Malheureusement, cet outil en lui-même ne peut pas faire une transformation magique des structures de santé, il reste actionné par l’humain. Si cet acteur essentiel qu’est l’humain ne fait pas attention, l’outil devient inefficace, un document de simple routine pour faire plaisir à l’administration et aux gestionnaires des projets qui le réclament pour meubler leur classeurs. Comment éviter que le plan de management ne devienne une pièce et une procédure de plus à la bureaucratie sanitaire, quelque chose qui embête le gestionnaire de la formation sanitaire plutôt que l’aider ? Comment éviter que le FBP reproduise les lourdeurs qu’il a lui-même dénoncé ailleurs? Voilà un peu le contenu de la discussion que j’ai lancée sur deux forums (celui de la CoP FBP et celui du HUB RDC), il y a quelques semaines. Une quarantaine d’experts ont donné leur avis sur cet outil en montrant des réalités contextuelles très variées. La synthèse de ces riches réflexions s’articule en 6 points: l’outil lui-même, son élaboration, son cycle, sa mise en œuvre, son suivi et son évaluation, son coaching. Cette structure résume et met en lumière les grandes idées qui sont apparues dans les différents commentaires.
1 - L’outil lui-même
Les premières expériences en FBP ont permis de développer l’outil du plan de management. Celui-ci a ensuite été copié/utilisé dans plusieurs pays. Peut-être n’avons-nous pas toujours bien apprécié si l’outil était transférable tel quel dans des projets de taille parfois très différente, dans des contextes très diversifiés. L’outil rassemble des statistiques, de l’information sur les ressources disponibles et sollicite une analyse des problèmes par domaine et la mise en avant de solutions. L’outil est long (une quinzaine de pages au moins). Les intervenants à notre discussion considèrent que le document est en fait trop long et trop lourd et qu'il mérite d’être revu.
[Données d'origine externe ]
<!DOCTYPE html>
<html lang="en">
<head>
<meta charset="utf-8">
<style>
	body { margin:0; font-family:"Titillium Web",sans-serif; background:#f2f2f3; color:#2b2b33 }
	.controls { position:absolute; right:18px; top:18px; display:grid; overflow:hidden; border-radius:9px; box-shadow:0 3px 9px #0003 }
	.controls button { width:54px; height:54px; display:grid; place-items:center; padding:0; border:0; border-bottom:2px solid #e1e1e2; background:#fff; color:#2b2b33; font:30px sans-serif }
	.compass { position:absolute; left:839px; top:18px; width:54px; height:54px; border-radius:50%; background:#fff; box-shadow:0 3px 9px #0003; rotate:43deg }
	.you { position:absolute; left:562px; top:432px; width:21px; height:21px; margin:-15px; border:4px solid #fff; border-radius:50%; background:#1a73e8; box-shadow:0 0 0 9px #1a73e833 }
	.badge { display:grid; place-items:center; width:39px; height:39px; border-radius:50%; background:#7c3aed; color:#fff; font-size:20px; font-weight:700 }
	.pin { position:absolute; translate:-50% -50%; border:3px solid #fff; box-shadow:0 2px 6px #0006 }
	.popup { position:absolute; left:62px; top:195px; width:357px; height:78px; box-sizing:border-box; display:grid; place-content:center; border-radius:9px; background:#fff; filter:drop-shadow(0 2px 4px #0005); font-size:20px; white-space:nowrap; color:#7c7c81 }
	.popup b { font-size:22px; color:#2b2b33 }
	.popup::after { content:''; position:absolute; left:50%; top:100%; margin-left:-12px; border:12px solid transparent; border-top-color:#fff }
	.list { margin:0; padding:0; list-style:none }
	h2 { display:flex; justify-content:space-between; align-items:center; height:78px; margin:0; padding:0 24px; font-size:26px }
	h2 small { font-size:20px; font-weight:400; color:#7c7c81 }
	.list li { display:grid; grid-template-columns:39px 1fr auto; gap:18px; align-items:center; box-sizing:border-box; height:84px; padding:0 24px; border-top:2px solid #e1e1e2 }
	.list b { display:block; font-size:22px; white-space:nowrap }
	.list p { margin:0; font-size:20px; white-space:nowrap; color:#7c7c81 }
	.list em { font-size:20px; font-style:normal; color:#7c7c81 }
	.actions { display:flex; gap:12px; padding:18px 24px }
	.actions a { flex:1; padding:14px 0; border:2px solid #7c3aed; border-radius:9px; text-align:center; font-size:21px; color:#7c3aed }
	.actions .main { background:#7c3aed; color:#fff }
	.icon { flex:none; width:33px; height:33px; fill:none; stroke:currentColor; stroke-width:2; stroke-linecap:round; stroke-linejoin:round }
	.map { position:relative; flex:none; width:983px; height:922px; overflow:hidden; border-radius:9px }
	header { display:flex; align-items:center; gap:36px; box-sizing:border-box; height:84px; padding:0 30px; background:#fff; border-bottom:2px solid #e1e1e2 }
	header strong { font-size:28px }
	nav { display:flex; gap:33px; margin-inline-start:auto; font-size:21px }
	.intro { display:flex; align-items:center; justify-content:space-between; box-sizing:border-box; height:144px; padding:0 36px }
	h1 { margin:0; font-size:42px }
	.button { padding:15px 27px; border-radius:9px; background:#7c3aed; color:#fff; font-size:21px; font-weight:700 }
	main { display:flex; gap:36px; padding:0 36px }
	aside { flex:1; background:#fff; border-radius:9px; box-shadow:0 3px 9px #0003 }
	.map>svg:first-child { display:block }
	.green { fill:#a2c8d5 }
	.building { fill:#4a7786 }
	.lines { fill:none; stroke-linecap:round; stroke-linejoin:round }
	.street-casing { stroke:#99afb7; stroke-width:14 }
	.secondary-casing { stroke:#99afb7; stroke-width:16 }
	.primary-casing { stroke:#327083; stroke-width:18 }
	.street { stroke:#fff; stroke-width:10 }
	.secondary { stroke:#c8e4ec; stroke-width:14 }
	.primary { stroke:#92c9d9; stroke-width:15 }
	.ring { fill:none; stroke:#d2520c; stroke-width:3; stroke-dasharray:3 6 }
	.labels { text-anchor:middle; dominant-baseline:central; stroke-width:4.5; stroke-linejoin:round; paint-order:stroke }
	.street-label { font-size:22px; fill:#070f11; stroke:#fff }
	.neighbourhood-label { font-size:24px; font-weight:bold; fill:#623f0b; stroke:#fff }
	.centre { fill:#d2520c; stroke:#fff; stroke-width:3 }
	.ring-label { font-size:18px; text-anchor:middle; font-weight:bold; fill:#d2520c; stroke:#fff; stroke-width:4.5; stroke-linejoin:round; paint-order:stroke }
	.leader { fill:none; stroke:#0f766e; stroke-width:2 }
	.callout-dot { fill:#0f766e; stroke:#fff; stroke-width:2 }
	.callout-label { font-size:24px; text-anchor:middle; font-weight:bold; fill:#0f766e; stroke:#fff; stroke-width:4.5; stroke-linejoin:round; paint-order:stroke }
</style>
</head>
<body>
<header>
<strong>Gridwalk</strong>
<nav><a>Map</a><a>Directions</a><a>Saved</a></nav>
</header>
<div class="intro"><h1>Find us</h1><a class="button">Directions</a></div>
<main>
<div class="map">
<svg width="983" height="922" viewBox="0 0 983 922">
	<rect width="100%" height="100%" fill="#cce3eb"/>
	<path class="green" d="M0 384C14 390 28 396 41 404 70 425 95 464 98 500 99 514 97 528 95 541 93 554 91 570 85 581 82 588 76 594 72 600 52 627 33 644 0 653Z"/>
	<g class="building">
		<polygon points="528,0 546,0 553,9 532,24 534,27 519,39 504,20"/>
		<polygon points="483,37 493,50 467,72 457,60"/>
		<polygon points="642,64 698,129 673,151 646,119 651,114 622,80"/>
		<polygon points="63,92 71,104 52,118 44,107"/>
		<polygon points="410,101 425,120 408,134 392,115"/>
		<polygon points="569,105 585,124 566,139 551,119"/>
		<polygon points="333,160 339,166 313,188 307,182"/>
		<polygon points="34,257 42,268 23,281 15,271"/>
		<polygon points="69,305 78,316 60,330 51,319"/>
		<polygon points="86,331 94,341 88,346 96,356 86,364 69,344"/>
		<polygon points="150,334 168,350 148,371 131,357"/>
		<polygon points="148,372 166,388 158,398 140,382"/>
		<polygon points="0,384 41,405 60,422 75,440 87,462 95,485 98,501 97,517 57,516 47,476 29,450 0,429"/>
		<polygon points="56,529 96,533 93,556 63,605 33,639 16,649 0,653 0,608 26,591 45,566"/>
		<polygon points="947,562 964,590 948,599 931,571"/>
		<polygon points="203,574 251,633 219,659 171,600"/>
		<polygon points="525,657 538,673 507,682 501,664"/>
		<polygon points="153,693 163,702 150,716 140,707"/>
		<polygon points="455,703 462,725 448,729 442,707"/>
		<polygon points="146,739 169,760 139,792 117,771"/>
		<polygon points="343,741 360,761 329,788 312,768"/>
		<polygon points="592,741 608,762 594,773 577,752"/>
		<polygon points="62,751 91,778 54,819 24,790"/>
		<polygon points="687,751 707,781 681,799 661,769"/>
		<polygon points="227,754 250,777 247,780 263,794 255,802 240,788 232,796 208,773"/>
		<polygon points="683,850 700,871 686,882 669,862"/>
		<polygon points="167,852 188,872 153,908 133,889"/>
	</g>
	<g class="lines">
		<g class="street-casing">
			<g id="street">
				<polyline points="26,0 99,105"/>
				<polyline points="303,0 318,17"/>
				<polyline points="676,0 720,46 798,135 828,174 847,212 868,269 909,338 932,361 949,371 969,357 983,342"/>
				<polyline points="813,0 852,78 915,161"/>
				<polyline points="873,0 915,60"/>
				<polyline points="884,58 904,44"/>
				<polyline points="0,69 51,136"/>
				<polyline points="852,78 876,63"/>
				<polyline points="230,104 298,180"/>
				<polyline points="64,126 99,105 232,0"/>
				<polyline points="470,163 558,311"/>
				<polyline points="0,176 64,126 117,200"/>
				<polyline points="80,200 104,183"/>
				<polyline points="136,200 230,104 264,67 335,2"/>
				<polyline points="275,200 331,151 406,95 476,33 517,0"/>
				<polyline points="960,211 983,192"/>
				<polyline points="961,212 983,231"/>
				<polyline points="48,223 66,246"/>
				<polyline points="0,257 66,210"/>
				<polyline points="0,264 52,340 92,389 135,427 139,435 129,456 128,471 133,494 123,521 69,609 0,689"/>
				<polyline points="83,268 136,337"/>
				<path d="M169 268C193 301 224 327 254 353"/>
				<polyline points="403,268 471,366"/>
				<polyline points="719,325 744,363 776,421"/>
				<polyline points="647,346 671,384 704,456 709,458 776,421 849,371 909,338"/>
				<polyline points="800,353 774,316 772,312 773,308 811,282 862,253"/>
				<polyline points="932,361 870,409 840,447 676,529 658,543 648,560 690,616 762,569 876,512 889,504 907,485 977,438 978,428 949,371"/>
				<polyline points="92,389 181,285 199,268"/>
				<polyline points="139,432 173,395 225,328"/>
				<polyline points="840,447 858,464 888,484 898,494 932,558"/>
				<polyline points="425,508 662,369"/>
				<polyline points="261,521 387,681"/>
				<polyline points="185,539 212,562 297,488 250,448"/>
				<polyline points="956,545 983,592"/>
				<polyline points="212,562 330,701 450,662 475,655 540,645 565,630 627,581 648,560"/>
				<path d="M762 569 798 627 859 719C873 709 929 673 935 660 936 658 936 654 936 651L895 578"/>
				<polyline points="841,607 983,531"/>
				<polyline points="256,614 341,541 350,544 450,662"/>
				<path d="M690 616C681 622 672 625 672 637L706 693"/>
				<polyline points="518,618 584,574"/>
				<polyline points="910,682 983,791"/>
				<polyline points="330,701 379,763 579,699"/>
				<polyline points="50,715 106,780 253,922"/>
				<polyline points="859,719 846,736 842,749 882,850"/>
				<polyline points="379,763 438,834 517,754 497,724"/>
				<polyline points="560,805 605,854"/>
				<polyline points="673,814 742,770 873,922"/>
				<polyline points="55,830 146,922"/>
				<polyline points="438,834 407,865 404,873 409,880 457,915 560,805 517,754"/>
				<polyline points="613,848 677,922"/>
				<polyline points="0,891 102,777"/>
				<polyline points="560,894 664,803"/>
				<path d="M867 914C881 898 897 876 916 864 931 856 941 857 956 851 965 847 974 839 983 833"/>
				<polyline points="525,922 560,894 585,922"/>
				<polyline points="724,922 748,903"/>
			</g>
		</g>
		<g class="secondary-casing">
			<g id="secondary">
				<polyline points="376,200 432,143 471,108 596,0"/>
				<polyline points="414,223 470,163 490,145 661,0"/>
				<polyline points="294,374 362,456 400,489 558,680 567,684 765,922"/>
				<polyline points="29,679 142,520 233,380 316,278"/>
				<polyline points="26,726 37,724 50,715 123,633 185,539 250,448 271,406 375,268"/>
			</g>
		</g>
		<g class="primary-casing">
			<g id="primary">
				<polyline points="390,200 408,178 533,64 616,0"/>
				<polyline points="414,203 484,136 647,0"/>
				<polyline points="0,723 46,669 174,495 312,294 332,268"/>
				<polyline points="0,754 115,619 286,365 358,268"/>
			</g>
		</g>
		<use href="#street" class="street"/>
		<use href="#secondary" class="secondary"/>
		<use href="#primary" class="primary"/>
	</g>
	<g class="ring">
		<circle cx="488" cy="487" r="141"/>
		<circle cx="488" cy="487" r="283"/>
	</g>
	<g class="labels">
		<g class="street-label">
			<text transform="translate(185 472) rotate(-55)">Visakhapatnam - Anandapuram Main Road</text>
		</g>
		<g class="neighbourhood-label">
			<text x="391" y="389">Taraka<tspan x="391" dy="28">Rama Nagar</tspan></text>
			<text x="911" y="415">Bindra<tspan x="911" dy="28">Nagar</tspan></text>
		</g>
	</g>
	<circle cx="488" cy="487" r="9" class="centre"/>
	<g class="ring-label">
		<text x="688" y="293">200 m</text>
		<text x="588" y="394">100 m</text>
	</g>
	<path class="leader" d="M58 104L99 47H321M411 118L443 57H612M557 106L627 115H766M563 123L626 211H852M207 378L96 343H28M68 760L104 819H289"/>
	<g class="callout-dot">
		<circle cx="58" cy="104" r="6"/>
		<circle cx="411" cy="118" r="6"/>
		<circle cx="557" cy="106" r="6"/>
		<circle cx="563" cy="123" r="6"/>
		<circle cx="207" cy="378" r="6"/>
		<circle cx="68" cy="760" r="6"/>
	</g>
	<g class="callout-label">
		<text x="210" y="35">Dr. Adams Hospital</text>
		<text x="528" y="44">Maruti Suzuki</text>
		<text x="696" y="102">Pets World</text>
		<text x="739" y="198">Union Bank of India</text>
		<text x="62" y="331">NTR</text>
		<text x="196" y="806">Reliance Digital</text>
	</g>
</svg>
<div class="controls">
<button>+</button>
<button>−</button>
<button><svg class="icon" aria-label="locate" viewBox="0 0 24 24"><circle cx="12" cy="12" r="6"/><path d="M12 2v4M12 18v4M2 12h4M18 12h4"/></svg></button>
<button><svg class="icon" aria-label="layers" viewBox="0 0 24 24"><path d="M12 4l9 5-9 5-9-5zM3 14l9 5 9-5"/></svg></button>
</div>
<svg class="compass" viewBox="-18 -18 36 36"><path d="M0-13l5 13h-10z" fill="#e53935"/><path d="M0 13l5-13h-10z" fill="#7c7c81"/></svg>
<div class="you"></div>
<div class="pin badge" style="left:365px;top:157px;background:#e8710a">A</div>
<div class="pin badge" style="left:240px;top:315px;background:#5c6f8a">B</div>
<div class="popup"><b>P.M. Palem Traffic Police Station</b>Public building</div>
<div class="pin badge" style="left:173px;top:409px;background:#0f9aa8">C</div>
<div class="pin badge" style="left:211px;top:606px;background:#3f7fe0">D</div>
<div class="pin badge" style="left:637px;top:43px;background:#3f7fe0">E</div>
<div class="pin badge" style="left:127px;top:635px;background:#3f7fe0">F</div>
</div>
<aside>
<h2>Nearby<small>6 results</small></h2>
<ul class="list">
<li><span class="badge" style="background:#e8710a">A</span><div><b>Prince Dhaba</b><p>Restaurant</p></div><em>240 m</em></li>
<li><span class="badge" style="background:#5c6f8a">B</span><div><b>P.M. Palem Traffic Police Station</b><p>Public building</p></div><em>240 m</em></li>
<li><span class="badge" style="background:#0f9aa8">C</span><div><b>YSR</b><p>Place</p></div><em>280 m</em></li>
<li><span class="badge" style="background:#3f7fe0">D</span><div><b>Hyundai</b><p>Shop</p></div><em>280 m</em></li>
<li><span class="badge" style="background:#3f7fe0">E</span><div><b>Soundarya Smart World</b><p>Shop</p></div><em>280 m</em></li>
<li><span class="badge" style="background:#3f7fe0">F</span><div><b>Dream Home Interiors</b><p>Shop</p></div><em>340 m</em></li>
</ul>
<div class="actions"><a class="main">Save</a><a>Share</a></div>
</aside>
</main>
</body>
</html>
Il est aussi coûteux : dans des contextes difficiles, avoir autant de copies pour la structure, l’Agence de Contrôle & Vérification, l’équipe de district etc. devient difficile. Dans la mesure où l’on veut que cet outil soit efficace, il doit être le plus simple et concis possible. D’autant plus que le plan de management ne vient pas remplacer le plan annuel de la structure. L’outil doit être contextualisés et adapté aux réalités de chaque pays et de chaque région pour ne pas perdre sa crédibilité. Trop de couper/coller a eu lieu.
2 - Son élaboration
Son élaboration par la formation sanitaire ne doit pas être laborieuse : l’équipe doit pouvoir décliner en quelques lignes ce qu’ils vont faire au niveau de la formation sanitaire pour résoudre leurs problèmes. Cette qualité est cruciale car elle affecte directement sa mise en œuvre. À titre d’exemple, dans certaines situations, on pense que les agences de contractualisation et de vérification se substituent aux formations sanitaires pour élaborer ces plans de management (au nom du coaching). Les structures sont juste invitées à prendre connaissance de « leur » plan de management et à le signer ! L’élaboration devient tellement lourde que, dans un contexte de personnel insuffisant, le plan de management est élaboré par le seul responsable de la structure sans impliquer ni son équipe ni la communauté. Parfois, pour gagner du temps, les prestataires font du copier-coller avec le plan passé afin de répondre à l’exigence du temps et des délais. Il en sort alors des plans de management très théoriques qui ne seront en réalité pas utilisés par les prestataires. On constate que ce temps d’élaboration et de validation devient tellement long que finalement, à sa finition, il ne reste plus suffisamment de temps pour le mettre en œuvre. Les experts ayant participé aux discussions pensent que la lourdeur de l’outil ralentit le processus d’élaboration. Selon eux, il n’est pas nécessaire de mettre toutes les informations dans le plan de management qui doit être vu comme un référentiel de gestion de la structure pratique. Dès lors, certains experts proposent un document de maximum 5 pages. Il est très important d’insister sur une élaboration participative de toutes les équipes et surtout de laisser les prestataires faire cette planification en leur accordant suffisamment de temps pour leurs autres activités. Certes, au début les plans de management seront de mauvaise qualité, mais, il faut le laisser s’améliorer progressivement – c’est aussi une démarche d’apprentissage pour l’équipe. Méfiance donc : si au début d’un projet avec FBP, les plans de management sont très beaux, cela peut indiquer qu’il n’a pas été préparé par l’équipe du centre de santé. Les vérificateurs des ACV ou les équipes cadre des districts (ECD) ont fait le boulot eux-mêmes!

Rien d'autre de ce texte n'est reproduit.